### [Task objective]
Your answer should be only the lines below from the one with "85,594 0,667 0,586" to the one with "764,0 484,245 307,379", repeated exactly, ends included.
━━━ Available data
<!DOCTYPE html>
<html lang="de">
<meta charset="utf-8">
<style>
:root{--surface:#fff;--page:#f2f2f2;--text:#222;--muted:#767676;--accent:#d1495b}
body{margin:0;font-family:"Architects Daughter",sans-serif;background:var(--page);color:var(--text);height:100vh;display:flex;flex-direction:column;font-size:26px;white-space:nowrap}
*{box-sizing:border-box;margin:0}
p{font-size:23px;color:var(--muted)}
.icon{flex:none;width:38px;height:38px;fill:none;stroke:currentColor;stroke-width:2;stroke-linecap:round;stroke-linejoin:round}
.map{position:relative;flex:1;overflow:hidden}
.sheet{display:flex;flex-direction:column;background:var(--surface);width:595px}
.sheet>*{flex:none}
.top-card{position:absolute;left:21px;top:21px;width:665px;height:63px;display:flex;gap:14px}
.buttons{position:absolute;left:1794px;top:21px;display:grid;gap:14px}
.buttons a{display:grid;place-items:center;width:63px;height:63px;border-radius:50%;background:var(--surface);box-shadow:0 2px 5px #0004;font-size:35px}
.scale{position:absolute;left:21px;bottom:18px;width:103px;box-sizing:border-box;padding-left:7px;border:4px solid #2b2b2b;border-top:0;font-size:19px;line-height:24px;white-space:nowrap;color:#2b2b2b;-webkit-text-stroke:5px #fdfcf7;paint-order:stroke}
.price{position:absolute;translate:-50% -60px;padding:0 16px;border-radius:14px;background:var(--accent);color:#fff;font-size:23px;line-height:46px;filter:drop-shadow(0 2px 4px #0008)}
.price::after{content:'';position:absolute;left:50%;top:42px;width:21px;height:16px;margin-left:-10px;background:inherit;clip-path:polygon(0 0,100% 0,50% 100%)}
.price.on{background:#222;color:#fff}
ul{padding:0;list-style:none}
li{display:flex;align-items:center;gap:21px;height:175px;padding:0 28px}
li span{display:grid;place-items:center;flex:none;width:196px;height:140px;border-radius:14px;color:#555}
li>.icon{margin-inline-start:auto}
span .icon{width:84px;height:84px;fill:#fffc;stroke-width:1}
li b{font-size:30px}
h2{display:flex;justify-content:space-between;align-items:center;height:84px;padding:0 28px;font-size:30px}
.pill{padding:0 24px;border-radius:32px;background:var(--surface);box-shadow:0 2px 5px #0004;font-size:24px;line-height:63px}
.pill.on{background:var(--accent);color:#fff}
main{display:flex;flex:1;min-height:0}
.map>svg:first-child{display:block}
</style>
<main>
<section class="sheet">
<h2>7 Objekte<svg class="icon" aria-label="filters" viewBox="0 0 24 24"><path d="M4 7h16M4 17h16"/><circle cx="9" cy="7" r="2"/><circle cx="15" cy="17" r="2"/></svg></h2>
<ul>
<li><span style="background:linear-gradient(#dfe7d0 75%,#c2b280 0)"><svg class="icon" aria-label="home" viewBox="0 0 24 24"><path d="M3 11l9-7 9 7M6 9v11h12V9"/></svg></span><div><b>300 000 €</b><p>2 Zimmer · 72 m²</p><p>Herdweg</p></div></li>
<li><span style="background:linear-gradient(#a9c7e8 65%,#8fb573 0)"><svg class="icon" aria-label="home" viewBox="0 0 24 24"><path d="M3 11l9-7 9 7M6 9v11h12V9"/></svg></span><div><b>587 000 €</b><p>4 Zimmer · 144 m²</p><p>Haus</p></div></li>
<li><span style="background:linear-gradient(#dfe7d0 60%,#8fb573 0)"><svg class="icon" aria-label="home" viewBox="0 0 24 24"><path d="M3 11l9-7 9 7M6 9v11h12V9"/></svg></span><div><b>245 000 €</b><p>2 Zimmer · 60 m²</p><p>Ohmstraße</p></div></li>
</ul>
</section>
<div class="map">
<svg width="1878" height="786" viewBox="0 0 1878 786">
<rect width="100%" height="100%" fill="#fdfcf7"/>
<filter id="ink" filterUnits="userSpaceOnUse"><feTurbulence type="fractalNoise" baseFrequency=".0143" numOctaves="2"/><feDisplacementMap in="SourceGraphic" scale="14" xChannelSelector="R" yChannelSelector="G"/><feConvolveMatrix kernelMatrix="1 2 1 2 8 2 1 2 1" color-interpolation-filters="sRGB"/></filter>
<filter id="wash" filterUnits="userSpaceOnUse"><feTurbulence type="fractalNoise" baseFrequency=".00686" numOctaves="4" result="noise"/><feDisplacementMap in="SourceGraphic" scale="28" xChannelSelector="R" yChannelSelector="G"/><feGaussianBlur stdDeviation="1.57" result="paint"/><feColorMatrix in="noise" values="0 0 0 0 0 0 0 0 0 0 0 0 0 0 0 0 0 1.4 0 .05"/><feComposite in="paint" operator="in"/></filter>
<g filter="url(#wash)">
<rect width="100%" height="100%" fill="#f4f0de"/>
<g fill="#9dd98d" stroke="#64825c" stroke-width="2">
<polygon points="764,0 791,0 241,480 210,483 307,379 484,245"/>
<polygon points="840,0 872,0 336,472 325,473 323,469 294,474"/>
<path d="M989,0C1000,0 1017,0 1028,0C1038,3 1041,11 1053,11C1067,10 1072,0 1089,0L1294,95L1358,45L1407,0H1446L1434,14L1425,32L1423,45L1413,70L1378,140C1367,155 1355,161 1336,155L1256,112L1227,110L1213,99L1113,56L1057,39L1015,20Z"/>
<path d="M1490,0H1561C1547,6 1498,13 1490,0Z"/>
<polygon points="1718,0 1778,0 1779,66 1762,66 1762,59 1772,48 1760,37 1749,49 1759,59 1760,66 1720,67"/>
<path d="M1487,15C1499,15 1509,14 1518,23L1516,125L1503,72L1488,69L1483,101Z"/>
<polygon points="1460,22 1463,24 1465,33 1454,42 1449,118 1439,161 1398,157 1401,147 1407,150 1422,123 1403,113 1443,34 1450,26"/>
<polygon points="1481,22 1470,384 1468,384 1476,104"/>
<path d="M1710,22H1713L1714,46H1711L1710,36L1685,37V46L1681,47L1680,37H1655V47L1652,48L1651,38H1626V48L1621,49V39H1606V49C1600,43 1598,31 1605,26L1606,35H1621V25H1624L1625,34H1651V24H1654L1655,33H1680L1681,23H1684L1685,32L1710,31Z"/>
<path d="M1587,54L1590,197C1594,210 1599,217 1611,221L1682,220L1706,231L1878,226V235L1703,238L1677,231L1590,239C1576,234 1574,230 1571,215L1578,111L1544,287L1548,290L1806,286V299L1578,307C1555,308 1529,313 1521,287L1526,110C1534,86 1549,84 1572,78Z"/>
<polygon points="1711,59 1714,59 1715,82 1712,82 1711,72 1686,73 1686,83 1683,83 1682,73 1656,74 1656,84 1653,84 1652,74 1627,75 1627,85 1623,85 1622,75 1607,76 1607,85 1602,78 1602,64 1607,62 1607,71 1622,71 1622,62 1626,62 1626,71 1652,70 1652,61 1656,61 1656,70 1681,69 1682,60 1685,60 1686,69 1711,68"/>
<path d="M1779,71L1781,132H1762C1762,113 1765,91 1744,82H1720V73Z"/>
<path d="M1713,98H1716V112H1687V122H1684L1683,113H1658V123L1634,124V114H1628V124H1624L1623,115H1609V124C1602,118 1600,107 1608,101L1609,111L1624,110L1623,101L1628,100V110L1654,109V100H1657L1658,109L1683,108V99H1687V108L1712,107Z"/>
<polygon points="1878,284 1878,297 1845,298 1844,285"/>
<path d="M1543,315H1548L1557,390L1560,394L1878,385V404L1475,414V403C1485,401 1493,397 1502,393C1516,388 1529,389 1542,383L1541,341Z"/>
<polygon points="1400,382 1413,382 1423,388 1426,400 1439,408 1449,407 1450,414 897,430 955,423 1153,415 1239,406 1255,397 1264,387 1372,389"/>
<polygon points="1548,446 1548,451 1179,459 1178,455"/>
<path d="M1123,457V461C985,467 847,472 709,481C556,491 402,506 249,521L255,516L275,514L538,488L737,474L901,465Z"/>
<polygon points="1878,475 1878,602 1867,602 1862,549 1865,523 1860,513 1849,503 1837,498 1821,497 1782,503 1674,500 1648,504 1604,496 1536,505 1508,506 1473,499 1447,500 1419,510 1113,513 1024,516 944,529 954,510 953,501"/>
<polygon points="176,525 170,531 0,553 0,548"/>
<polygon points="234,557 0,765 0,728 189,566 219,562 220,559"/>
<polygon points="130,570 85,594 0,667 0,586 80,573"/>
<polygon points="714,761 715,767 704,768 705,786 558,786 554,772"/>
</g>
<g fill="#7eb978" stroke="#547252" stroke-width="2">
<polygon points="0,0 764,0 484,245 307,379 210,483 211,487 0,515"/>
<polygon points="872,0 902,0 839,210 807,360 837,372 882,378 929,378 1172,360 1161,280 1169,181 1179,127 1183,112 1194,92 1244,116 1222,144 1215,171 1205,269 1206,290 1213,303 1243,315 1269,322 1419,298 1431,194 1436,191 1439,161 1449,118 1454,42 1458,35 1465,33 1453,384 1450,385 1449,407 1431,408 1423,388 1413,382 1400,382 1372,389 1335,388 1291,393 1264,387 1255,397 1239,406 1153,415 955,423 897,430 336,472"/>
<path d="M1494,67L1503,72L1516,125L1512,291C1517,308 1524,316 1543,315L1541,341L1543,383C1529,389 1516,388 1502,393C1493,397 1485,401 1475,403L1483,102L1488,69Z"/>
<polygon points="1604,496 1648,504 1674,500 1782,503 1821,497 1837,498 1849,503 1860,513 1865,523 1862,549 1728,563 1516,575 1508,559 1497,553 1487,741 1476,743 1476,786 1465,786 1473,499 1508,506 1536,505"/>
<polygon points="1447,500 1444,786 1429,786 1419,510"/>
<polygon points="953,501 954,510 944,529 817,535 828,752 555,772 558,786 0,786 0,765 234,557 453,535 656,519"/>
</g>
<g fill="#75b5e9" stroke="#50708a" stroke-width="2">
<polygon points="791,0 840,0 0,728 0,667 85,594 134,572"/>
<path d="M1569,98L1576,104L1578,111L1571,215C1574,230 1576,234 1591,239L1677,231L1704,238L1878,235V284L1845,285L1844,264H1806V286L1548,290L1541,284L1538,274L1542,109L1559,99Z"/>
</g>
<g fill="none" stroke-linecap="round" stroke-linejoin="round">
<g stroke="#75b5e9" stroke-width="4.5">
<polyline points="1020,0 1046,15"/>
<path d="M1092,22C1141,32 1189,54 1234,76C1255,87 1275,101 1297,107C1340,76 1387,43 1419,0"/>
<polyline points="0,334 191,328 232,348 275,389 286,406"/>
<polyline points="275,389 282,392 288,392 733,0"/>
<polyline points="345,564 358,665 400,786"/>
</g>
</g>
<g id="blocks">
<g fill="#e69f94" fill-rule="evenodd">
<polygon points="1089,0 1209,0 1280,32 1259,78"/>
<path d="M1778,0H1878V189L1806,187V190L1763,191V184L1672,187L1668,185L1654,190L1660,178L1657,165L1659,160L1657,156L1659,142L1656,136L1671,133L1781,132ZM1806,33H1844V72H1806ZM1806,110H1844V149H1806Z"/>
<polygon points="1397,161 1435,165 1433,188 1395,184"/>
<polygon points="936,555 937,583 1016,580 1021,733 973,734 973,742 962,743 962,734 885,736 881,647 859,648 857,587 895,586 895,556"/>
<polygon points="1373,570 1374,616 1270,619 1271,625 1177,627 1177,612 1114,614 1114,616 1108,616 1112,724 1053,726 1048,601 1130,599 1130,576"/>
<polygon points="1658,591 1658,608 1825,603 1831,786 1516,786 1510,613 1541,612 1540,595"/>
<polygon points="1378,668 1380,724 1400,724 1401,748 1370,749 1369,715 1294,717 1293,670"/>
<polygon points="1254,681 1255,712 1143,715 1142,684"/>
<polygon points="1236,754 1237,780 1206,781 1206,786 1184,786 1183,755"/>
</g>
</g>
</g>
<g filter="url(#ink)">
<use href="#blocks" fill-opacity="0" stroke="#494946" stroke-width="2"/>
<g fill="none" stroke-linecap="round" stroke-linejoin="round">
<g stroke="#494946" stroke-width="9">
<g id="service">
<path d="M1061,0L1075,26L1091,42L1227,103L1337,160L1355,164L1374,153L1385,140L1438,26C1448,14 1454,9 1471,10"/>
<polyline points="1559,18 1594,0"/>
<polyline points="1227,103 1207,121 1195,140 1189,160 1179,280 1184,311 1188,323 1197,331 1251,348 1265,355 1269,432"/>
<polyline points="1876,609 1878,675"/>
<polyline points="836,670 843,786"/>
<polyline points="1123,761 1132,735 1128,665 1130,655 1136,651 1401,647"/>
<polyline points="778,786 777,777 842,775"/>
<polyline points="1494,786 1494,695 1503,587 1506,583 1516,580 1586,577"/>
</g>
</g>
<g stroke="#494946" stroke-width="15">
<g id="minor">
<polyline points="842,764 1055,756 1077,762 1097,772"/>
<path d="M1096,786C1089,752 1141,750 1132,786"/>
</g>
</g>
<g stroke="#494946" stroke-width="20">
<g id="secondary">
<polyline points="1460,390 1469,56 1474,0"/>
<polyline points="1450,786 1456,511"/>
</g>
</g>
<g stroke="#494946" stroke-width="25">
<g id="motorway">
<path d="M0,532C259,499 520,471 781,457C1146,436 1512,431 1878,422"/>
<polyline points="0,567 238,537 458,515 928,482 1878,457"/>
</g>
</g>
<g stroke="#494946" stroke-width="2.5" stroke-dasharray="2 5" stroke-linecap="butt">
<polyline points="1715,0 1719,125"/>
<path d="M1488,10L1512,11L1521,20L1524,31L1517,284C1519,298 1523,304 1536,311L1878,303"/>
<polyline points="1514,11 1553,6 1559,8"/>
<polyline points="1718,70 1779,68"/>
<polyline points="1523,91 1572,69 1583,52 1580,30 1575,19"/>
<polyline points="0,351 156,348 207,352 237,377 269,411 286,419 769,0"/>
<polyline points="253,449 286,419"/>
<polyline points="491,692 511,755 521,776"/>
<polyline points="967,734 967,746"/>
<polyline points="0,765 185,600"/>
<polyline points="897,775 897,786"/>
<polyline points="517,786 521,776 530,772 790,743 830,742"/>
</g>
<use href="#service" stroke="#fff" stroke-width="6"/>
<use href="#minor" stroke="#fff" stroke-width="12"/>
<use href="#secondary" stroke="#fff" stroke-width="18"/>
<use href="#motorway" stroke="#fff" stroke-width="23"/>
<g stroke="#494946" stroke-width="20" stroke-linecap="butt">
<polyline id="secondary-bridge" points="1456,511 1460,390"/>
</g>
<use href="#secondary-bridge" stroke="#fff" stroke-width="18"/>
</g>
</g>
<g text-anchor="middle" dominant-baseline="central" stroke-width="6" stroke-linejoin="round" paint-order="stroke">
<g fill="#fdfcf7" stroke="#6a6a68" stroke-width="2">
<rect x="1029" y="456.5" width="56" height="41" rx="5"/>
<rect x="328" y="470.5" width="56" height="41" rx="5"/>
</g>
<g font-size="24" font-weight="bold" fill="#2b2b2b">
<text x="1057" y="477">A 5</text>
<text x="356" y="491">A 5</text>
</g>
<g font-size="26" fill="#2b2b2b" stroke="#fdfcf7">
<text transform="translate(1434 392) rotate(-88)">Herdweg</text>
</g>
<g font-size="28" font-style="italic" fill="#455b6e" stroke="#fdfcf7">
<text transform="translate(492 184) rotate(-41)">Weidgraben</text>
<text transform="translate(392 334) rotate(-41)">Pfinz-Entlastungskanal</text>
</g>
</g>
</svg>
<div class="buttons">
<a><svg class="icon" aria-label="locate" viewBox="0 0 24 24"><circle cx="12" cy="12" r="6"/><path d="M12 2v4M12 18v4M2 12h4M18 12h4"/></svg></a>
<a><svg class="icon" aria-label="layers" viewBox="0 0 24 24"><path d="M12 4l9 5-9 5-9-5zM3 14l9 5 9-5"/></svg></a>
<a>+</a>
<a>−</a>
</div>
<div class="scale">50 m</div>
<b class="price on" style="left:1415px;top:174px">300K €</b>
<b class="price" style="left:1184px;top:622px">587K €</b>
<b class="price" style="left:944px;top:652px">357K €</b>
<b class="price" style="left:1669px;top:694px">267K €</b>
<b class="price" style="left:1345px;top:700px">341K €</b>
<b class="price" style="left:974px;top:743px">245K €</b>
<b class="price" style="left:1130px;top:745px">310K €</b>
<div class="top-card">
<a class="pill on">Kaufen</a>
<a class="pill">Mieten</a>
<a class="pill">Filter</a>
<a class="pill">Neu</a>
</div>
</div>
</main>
━━━━━━
### [Written solution]
<polygon points="130,570 85,594 0,667 0,586 80,573"/>
<polygon points="714,761 715,767 704,768 705,786 558,786 554,772"/>
</g>
<g fill="#7eb978" stroke="#547252" stroke-width="2">
<polygon points="0,0 764,0 484,245 307,379 210,483 211,487 0,515"/>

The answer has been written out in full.